*** Begin section ***
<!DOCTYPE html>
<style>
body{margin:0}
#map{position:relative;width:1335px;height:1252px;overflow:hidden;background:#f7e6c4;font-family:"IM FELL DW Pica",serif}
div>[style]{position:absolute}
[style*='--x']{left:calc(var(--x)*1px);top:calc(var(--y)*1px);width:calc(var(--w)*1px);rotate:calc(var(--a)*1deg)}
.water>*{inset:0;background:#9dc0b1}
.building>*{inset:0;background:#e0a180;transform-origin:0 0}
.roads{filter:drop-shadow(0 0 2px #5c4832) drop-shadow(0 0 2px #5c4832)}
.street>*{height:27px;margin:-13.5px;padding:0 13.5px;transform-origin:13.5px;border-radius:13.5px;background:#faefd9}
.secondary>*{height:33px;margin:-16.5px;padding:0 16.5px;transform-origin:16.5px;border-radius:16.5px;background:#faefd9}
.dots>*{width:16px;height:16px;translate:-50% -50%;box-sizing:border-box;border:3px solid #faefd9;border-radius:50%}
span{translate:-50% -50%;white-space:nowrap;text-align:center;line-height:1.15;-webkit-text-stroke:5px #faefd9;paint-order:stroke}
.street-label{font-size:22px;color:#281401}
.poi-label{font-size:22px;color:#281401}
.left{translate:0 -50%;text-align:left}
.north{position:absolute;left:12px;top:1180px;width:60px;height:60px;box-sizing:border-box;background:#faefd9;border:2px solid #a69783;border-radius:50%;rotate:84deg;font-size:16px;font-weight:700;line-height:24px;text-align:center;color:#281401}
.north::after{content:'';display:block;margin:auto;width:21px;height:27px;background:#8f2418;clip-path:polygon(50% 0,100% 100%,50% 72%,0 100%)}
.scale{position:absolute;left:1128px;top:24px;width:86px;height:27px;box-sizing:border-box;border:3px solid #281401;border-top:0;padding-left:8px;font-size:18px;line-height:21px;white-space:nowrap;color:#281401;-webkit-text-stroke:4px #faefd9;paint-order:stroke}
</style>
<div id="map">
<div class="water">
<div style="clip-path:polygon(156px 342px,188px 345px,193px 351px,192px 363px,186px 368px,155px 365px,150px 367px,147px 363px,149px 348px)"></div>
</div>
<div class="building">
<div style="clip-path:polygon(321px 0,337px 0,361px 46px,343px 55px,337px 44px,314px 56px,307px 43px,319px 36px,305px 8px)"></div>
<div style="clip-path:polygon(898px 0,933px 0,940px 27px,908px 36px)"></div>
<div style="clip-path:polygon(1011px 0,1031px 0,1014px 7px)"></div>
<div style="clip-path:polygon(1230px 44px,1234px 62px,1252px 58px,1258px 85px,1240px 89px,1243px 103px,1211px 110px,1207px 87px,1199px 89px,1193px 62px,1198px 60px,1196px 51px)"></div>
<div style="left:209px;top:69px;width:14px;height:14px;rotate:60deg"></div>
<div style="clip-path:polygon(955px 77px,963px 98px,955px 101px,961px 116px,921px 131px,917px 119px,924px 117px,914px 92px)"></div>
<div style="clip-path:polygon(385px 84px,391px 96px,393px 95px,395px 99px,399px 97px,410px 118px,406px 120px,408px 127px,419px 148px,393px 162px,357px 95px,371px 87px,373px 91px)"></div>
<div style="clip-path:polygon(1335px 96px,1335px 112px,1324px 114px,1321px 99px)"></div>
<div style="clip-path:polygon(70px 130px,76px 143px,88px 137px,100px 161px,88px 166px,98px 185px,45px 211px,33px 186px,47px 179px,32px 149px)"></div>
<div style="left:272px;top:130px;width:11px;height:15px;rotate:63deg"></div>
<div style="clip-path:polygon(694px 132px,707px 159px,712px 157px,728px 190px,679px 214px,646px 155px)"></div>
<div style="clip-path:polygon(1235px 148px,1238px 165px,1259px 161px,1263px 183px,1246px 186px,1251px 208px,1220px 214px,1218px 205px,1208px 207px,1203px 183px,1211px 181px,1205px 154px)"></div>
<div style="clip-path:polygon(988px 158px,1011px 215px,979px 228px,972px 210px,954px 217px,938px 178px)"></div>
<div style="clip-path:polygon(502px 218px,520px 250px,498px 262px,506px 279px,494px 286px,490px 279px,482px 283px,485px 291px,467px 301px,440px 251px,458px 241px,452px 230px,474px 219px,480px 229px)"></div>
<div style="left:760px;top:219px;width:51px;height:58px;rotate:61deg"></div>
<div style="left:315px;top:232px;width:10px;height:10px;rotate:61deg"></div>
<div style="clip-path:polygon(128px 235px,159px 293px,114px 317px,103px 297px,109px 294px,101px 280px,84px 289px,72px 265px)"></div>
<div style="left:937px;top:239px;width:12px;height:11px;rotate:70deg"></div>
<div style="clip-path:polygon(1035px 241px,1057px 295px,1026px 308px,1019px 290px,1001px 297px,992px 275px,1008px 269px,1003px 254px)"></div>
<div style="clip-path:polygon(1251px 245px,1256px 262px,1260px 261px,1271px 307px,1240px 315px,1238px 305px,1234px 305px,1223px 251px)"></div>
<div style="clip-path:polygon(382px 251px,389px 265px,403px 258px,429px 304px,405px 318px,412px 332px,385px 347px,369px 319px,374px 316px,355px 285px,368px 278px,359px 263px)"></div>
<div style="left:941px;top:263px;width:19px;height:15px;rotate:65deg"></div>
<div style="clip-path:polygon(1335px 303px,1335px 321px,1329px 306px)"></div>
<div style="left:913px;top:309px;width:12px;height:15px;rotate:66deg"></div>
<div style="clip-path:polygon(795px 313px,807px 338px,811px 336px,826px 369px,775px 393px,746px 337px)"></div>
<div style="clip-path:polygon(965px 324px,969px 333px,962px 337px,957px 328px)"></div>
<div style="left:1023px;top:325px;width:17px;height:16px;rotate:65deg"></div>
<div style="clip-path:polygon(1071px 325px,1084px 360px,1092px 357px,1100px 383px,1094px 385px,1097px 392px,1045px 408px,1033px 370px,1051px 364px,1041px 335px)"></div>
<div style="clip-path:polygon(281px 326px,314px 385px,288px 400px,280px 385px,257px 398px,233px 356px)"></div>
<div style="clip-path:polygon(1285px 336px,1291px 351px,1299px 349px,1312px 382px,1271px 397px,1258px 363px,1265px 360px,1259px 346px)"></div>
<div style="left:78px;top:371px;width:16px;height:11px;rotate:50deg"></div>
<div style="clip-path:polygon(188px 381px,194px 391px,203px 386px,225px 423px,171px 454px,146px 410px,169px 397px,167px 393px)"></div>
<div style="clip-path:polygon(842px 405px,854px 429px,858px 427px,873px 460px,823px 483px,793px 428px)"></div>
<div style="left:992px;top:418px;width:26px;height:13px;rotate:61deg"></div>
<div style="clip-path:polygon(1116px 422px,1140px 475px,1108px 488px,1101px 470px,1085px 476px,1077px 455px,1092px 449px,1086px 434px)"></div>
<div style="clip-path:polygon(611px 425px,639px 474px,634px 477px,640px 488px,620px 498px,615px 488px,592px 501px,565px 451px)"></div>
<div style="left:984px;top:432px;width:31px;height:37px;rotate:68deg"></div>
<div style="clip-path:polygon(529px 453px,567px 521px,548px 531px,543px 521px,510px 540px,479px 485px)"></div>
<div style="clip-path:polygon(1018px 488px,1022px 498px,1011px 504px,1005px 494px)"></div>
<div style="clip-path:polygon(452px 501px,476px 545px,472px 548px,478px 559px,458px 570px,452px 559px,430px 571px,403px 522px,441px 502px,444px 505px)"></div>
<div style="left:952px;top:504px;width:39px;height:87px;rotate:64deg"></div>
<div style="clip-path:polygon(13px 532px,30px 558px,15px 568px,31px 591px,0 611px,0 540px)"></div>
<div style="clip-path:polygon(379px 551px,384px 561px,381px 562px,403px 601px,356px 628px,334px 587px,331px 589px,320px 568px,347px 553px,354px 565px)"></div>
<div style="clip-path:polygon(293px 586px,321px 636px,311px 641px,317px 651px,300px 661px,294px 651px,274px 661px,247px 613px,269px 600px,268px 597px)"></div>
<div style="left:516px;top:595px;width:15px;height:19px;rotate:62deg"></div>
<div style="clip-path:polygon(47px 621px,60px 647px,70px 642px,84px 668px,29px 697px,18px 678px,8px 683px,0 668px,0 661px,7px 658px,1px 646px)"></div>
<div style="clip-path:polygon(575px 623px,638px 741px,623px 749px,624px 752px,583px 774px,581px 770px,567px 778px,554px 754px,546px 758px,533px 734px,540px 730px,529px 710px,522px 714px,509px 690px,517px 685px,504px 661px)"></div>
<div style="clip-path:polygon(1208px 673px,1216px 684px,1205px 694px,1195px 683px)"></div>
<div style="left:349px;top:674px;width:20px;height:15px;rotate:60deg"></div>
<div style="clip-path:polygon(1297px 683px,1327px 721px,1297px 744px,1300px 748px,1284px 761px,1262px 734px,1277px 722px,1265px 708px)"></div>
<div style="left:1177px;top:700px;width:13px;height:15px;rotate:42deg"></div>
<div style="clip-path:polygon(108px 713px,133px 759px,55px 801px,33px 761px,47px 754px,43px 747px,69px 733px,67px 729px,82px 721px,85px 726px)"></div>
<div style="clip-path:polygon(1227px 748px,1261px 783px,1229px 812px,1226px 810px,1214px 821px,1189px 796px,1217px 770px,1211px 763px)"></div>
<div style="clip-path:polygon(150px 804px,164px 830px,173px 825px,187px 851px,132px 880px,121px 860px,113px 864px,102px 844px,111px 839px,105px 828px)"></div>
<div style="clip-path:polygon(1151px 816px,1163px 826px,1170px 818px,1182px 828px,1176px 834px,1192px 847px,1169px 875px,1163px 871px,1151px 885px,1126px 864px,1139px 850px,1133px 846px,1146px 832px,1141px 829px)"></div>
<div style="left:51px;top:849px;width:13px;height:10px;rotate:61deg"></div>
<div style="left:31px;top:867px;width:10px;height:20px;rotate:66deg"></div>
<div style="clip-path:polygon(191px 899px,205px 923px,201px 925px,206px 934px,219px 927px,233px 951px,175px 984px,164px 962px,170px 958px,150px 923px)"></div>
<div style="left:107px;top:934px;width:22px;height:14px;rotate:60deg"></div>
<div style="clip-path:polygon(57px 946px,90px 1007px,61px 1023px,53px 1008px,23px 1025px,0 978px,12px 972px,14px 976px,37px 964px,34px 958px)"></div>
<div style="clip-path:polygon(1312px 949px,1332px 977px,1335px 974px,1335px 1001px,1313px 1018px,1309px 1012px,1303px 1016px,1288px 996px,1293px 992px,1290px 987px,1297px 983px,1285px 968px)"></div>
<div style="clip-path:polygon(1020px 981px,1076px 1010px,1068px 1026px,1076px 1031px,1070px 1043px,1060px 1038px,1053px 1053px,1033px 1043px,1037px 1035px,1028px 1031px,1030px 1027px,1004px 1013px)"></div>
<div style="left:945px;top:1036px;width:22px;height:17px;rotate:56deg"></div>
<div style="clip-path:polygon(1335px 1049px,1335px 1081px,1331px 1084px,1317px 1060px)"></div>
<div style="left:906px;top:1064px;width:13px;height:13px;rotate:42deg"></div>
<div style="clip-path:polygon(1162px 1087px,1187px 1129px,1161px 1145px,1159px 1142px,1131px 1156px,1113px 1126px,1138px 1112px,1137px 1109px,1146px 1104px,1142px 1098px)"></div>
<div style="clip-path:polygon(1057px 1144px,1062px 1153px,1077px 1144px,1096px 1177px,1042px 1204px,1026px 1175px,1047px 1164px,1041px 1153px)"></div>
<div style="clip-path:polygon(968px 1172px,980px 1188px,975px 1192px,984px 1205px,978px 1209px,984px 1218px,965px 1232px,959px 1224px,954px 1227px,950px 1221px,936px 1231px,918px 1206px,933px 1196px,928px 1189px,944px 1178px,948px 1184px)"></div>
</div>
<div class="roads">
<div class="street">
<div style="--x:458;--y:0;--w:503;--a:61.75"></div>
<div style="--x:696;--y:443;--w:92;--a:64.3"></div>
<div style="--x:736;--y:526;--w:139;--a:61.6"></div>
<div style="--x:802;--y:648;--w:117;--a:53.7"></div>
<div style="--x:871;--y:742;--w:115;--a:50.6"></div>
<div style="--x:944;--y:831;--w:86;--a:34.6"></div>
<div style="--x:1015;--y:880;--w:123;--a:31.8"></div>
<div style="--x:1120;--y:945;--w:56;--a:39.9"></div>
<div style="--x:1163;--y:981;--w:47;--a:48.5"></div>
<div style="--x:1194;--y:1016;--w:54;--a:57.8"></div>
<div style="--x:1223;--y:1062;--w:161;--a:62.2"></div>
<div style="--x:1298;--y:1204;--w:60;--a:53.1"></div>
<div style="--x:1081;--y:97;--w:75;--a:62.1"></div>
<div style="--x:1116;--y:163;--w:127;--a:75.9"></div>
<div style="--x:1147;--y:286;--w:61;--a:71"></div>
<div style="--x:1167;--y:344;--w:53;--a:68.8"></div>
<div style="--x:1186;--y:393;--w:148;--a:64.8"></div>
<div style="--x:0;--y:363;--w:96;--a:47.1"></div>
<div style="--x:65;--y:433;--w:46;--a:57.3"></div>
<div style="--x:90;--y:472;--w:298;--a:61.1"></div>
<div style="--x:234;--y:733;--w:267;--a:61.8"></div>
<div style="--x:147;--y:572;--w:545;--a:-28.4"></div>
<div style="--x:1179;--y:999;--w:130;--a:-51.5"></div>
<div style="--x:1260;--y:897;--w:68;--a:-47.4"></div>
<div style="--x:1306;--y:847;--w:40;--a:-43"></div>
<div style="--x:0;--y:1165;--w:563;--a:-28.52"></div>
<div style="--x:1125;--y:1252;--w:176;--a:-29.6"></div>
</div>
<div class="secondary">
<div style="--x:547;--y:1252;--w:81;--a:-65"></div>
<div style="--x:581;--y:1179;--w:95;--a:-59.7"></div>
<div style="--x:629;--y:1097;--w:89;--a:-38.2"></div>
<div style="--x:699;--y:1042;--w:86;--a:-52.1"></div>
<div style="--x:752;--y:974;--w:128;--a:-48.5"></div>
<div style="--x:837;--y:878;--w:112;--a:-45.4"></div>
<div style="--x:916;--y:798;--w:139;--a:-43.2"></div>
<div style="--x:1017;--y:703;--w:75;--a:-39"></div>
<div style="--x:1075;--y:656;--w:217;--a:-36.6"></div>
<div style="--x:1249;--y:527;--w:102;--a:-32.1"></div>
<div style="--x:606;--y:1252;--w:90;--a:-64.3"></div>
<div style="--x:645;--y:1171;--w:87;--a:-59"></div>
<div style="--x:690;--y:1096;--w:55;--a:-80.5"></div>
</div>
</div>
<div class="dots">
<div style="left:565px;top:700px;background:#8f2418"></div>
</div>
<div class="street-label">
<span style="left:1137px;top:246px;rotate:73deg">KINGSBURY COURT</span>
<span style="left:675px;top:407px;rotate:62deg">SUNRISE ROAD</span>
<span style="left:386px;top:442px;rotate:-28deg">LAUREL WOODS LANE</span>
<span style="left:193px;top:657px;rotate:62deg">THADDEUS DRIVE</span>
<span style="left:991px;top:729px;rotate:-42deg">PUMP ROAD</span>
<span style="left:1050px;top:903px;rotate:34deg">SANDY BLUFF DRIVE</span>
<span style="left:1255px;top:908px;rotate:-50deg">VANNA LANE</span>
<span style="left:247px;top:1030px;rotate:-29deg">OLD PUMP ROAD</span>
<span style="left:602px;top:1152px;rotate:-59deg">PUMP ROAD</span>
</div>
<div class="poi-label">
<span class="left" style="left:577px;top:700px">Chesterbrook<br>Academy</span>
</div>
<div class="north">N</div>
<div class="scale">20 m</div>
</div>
*** End section ***
## [YOUR TASK]
Retype only this range exactly: the first line of the data through the line where "2px #5c4832) drop-shadow(0" appears.

## [EXPECTED ANSWER]
<!DOCTYPE html>
<style>
body{margin:0}
#map{position:relative;width:1335px;height:1252px;overflow:hidden;background:#f7e6c4;font-family:"IM FELL DW Pica",serif}
div>[style]{position:absolute}
[style*='--x']{left:calc(var(--x)*1px);top:calc(var(--y)*1px);width:calc(var(--w)*1px);rotate:calc(var(--a)*1deg)}
.water>*{inset:0;background:#9dc0b1}
.building>*{inset:0;background:#e0a180;transform-origin:0 0}
.roads{filter:drop-shadow(0 0 2px #5c4832) drop-shadow(0 0 2px #5c4832)}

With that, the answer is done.